## YOUR INSTRUCTIONS:
The listing below holds a line with "function paint(path, color)" and a line with "const shape = rows". Reproduce those two lines exactly, plus everything between them.

## DATA TO EXAMINE:
■ ■ ■ ■

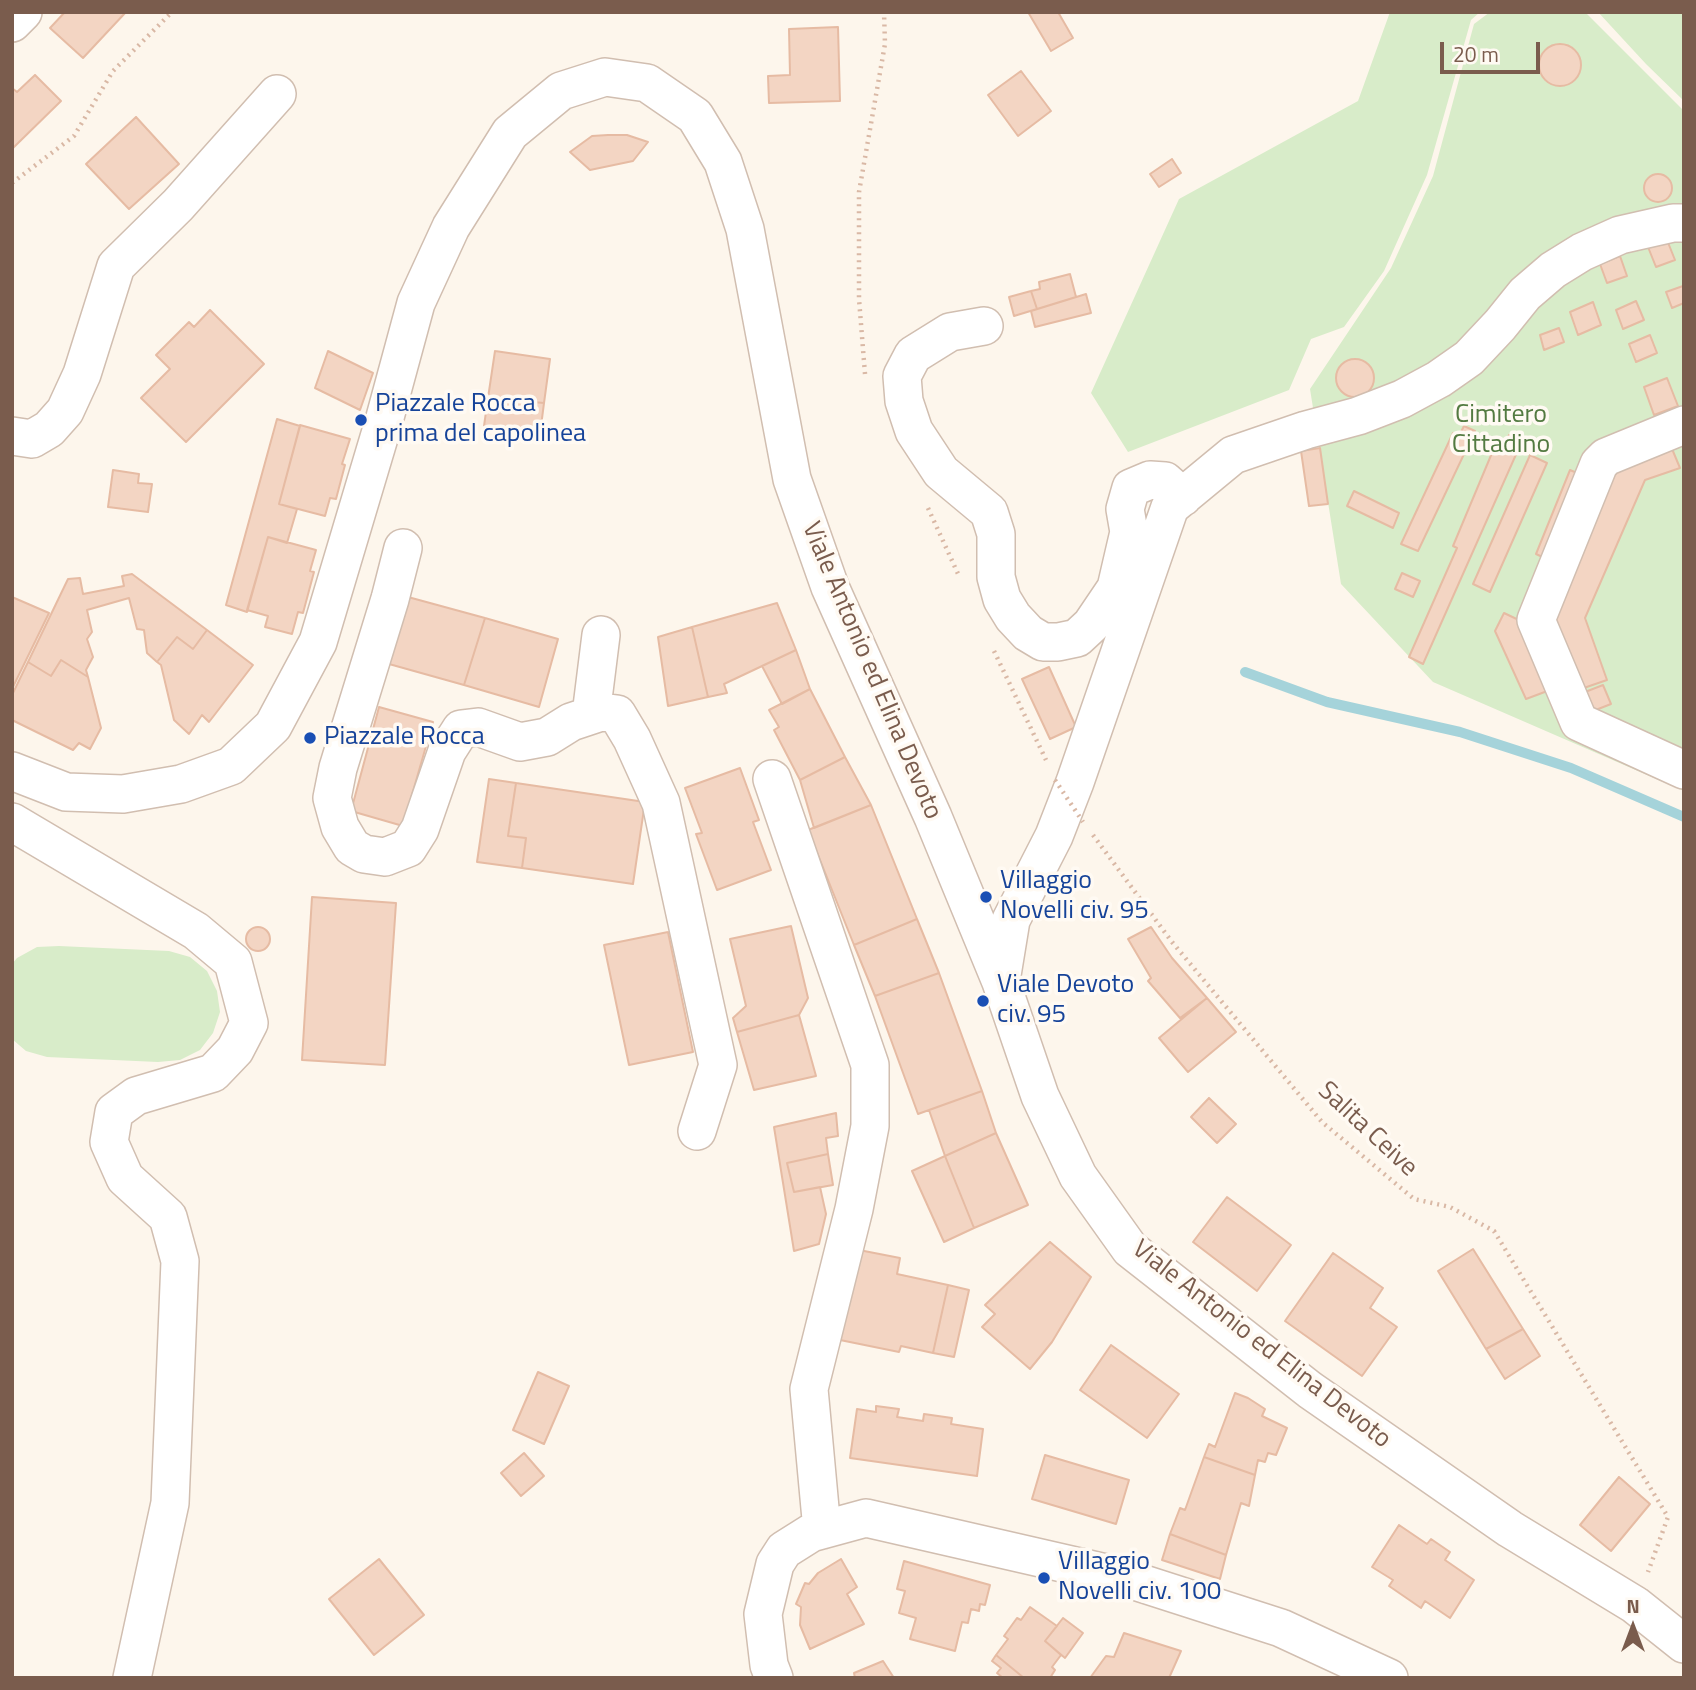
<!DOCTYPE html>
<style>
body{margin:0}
#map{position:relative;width:1696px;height:1690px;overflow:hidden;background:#fdf6ec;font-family:"Titillium Web",sans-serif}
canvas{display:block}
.frame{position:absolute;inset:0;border:14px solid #7a5c4d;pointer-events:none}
.north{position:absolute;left:1598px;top:1592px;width:70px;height:70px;-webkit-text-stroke:5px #fffaf3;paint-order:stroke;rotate:0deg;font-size:19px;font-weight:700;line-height:28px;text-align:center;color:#7a5c4d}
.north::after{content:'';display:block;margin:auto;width:24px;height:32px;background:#7a5c4d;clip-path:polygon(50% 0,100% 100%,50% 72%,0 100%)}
.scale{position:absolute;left:1440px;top:42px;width:100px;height:32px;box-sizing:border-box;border:4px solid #7a5c4d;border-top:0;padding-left:9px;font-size:21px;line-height:24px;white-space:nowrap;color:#7a5c4d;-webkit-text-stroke:5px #fffaf3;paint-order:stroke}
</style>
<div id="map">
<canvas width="1696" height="1690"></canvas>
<div class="frame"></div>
<div class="north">N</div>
<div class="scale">20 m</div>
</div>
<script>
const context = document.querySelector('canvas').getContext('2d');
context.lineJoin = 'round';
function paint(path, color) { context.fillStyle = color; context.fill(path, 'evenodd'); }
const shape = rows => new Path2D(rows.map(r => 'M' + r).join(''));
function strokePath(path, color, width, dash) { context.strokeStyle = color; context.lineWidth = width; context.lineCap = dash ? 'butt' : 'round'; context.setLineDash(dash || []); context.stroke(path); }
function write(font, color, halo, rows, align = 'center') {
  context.font = font + ' "Titillium Web",sans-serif'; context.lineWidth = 7; context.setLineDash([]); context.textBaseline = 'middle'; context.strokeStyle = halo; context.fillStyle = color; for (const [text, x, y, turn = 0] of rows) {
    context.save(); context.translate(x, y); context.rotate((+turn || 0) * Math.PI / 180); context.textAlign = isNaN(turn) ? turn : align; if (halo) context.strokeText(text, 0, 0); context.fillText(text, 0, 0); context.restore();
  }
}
const green = shape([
 [1390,12,1480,12,1471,20,1427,175,1384,271,1344,327,1311,339,1289,390,1128,452,1091,393,1179,199,1358,101],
 [1490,12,1585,12,1684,111,1684,791,1433,682,1341,584,1310,389,1391,268,1433,176,1474,24],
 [1598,12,1684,12,1684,101,1646,64],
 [59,946,169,951,190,957,207,971,217,991,220,1012,213,1033,200,1050,180,1060,158,1062,47,1057,26,1051,12,1039,12,964,17,958,37,947]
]);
const stream = shape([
 [1245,672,1327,702,1460,732,1571,768,1684,817]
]);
const building = shape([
 [65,12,126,12,83,58,50,28,65,12],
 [1028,12,1058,12,1073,38,1051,51,1028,12],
 [838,27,840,101,769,103,768,76,790,75,789,29,838,27],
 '1539 65a21 21 0 1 1 42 0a21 21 0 1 1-42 0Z',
 [1021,71,1051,111,1018,136,988,95,1021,71],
 [35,75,61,101,12,149,12,88,17,92,35,75],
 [136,117,179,164,129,209,86,164,136,117],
 [608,135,627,135,648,142,633,161,590,170,570,152,592,136,608,135],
 [1172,159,1181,173,1159,187,1150,174,1172,159],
 '1644 188a14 14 0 1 1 28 0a14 14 0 1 1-28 0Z',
 [1667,240,1675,260,1656,267,1648,247,1667,240],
 [1620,256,1627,276,1607,283,1600,264,1620,256],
 [1070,274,1076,297,1037,309,1031,291,1040,289,1039,282,1070,274],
 [1683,286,1684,303,1672,308,1666,292,1683,286],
 [1031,291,1037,309,1014,316,1009,297,1031,291],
 [1086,294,1091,313,1035,327,1031,311,1086,294],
 [1636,301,1644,320,1623,329,1616,310,1636,301],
 [1593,302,1601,325,1578,335,1570,312,1593,302],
 [210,310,264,364,186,442,141,398,170,369,156,355,189,322,194,327,210,310],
 [1559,328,1564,342,1544,350,1540,335,1559,328],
 [1650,335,1657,353,1636,362,1629,344,1650,335],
 [328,351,373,373,360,410,315,388,328,351],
 [495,351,550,359,544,403,488,398,495,351],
 '1336 378a19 19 0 1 1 38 0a19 19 0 1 1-38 0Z',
 [1667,378,1678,406,1654,415,1644,387,1667,378],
 [488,398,544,403,540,434,484,426,488,398],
 [277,419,300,426,279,504,297,509,287,543,268,537,247,612,226,605,277,419],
 [300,425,350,439,342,464,345,465,336,499,330,498,325,516,279,504,300,425],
 [1464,426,1475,431,1418,551,1401,544,1453,433,1460,434,1464,426],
 [1509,435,1522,441,1423,664,1409,657,1457,548,1453,546,1497,441,1504,445,1509,435],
 [1670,444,1680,468,1645,480,1585,618,1607,680,1578,690,1554,615,1621,460,1670,444],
 [1320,448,1328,504,1309,506,1301,451,1320,448],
 [1530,455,1547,463,1490,592,1473,584,1530,455],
 [113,470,139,474,138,483,152,484,148,512,108,507,113,470],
 [1570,470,1584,476,1549,560,1536,554,1570,470],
 [1354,491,1399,513,1393,528,1347,506,1354,491],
 [268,537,316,550,310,571,314,572,303,613,298,612,292,634,265,627,268,616,247,610,268,537],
 [1402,573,1420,581,1413,597,1395,589,1402,573],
 [132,574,207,630,193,649,177,637,157,662,147,653,144,630,137,629,129,598,87,610,92,632,87,639,93,657,86,670,88,677,61,660,51,676,28,662,68,579,80,578,83,594,124,586,122,576,132,574],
 [12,597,49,613,12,689,12,597],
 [408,597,485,618,464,685,389,664,408,597],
 [777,603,796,650,724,684,727,693,708,697,692,627,777,603],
 [1504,613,1523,622,1550,690,1526,699,1495,631,1504,613],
 [485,618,558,639,539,707,464,685,485,618],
 [692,627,708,697,668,706,658,637,692,627],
 [207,630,253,665,209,722,202,715,189,734,174,720,161,665,157,662,177,637,193,649,207,630],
 [796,650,810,689,782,704,762,666,796,650],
 [61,660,88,677,101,728,90,749,79,743,73,750,12,720,12,695,28,662,51,676,61,660],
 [1049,667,1076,727,1050,739,1022,679,1049,667],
 [1603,685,1611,704,1588,713,1580,694,1603,685],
 [810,689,845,757,800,780,774,730,779,727,769,710,810,689],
 [379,707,433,722,403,826,351,811,379,707],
 [845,757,871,805,814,828,800,780,845,757],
 [740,768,759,820,753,822,771,870,717,890,696,834,702,833,685,788,740,768],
 [489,779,516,783,508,836,526,838,522,868,477,862,489,779],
 [516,783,645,802,633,884,522,868,526,838,508,836,516,783],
 [871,805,917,919,854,945,808,830,871,805],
 [312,897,396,903,385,1065,302,1060,312,897],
 [917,919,939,973,875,996,854,945,917,919],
 [791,926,808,998,799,1015,737,1032,733,1018,746,1006,730,939,791,926],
 '246 939a12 12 0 1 1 24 0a12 12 0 1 1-24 0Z',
 [1151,927,1172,958,1207,998,1180,1018,1148,981,1151,978,1128,939,1151,927],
 [668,932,693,1052,629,1065,604,945,668,932],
 [939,973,982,1091,918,1114,875,996,939,973],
 [1207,998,1236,1032,1188,1072,1159,1038,1207,998],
 [799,1015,816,1076,754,1090,737,1032,799,1015],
 [982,1091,996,1133,945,1156,929,1110,982,1091],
 [1209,1098,1236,1124,1217,1143,1191,1117,1209,1098],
 [836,1113,838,1136,826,1138,828,1154,787,1163,794,1192,820,1187,826,1214,819,1244,794,1251,774,1127,836,1113],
 [996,1133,1028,1205,974,1228,945,1156,996,1133],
 [828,1154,833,1185,794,1192,787,1163,828,1154],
 [945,1156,974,1228,944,1242,912,1171,945,1156],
 [1227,1197,1291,1245,1257,1291,1193,1242,1227,1197],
 [1050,1242,1091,1277,1052,1342,1030,1369,982,1327,995,1314,985,1305,1050,1242],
 [1473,1249,1523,1329,1486,1349,1438,1271,1473,1249],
 [859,1250,900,1258,897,1274,948,1285,933,1353,901,1346,899,1352,840,1340,859,1250],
 [1333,1253,1383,1288,1370,1308,1397,1327,1362,1376,1285,1321,1333,1253],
 [948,1285,969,1290,954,1357,933,1353,948,1285],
 [1523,1329,1540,1356,1505,1379,1486,1349,1523,1329],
 [1111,1345,1179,1394,1147,1438,1080,1390,1111,1345],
 [538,1372,569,1386,544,1444,513,1430,538,1372],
 [1235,1393,1248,1398,1265,1409,1262,1416,1287,1428,1276,1455,1268,1453,1265,1462,1258,1460,1255,1475,1204,1457,1209,1444,1215,1447,1235,1393],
 [876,1406,899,1409,897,1417,923,1421,924,1414,952,1418,951,1424,983,1429,977,1476,850,1458,857,1409,876,1412,876,1406],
 [524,1453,544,1476,521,1496,501,1473,524,1453],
 [1045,1455,1129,1480,1116,1524,1032,1499,1045,1455],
 [1204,1457,1255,1475,1249,1506,1241,1503,1226,1555,1170,1534,1180,1508,1185,1510,1204,1457],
 [1619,1477,1650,1504,1611,1551,1580,1525,1619,1477],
 [1399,1525,1427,1544,1431,1539,1450,1552,1445,1560,1474,1580,1450,1618,1425,1601,1421,1608,1389,1586,1393,1580,1372,1567,1399,1525],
 [1170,1534,1226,1555,1220,1579,1162,1560,1170,1534],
 [379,1559,424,1615,374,1655,329,1599,379,1559],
 [841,1559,857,1587,847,1594,864,1624,810,1649,800,1625,801,1607,796,1604,805,1583,809,1584,818,1573,841,1559],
 [904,1561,990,1585,985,1605,980,1604,979,1611,971,1609,968,1623,962,1622,955,1651,910,1639,916,1618,899,1613,905,1591,897,1589,904,1561],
 [1030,1607,1057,1626,1045,1641,1061,1655,1052,1667,1055,1670,1050,1678,1024,1678,996,1655,1008,1639,1004,1636,1017,1618,1021,1620,1030,1607],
 [1063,1618,1083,1633,1065,1658,1045,1641,1063,1618],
 [1124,1633,1181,1651,1169,1678,1090,1678,1106,1656,1114,1657,1124,1633],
 [996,1655,1024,1678,1003,1678,997,1673,1001,1668,992,1661,996,1655],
 [883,1661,894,1678,855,1678,854,1673,883,1661]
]);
const path = shape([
 [12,183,74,136,113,71,172,12],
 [865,374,859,299,859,192,885,44,884,12],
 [928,508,959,576],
 [994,651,1046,760],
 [1093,835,1172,942,1322,1122,1414,1199,1450,1207,1494,1231,1668,1517,1648,1572]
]);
const minor = shape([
 [12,23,23,12],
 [984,326,950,332,913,355,902,376,904,401,914,431,941,472,989,512,996,534,996,577,1002,599,1013,617,1028,633,1043,642,1058,642,1077,638,1091,625,1116,588,1129,532,1125,509,1131,488,1150,480,1165,481,1183,497],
 [1684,425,1606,457,1599,464,1536,620,1579,722,1684,770],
 [12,436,32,439,49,429,65,411,82,374,116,266,178,205,277,94],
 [403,548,390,599,338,768,332,798,340,827,352,847,364,854,385,857,408,848,420,829,447,751,461,729,478,727,520,742,547,737,571,722,601,712,617,714,632,739,661,803,718,1065,697,1131],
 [591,715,601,635],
 [12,771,66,792,123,794,181,784,231,766,273,726,318,642,384,421,416,303,451,227,510,133,561,91,605,77,647,83,695,116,723,162,745,229,792,479,830,587,933,817,1001,982,1040,1096,1078,1176,1130,1249,1310,1390,1510,1529,1635,1605,1684,1644],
 [772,779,870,1065,870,1126,854,1209,809,1389,822,1530],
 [12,822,196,931,233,962,249,1023,235,1050,213,1073,136,1096,114,1112,109,1142,125,1178,168,1217,180,1261,170,1503,132,1678],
 [1001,981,1011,920,1054,836,1075,782,1170,507,1233,455,1306,430,1358,416,1402,399,1439,379,1469,358,1500,325,1525,294,1553,270,1582,252,1620,235,1673,223,1684,223],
 [774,1678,769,1665,763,1614,775,1564,784,1550,811,1533,866,1518,1119,1576,1281,1628,1389,1678]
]);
const pathBridge = shape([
 [1055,780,1083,822]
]);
const markers = [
 [361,420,7,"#1a4fb4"],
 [310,738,7,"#1a4fb4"],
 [986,897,7,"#1a4fb4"],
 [983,1001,7,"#1a4fb4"],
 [1044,1578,7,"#1a4fb4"]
];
const transitNames = [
 ["Piazzale Rocca",375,405],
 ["prima del capolinea",375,435],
 ["Piazzale Rocca",324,738],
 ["Villaggio",1000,882],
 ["Novelli civ. 95",1000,912],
 ["Viale Devoto",997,986],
 ["civ. 95",997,1016],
 ["Villaggio",1058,1563],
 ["Novelli civ. 100",1058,1593]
];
const parkNames = [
 ["Cimitero",1501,416],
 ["Cittadino",1501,446]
];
const streetNames = [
 ["Viale Antonio ed Elina Devoto",871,671,67],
 ["Salita Ceive",1367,1130,43],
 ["Viale Antonio ed Elina Devoto",1261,1345,38]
];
paint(green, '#d8ecc9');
strokePath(stream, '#a5d3da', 10);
paint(building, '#f3d5c3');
strokePath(building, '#e6bba3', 2);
strokePath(minor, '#d1beb0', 40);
strokePath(path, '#d9b8a5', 4.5, [2, 5]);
strokePath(minor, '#fff', 37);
strokePath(pathBridge, '#d9b8a5', 4.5, [2, 5]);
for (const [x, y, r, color] of markers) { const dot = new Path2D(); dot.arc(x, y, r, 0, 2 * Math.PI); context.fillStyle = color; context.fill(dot); strokePath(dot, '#fffaf3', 2.5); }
write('26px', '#164399', '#fffaf3', transitNames, 'left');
write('26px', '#537a41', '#fffaf3', parkNames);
write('26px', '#7a5c4d', '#fffaf3', streetNames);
</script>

■ ■ ■ ■

## ANSWER SECTION:
function paint(path, color) { context.fillStyle = color; context.fill(path, 'evenodd'); }
const shape = rows => new Path2D(rows.map(r => 'M' + r).join(''));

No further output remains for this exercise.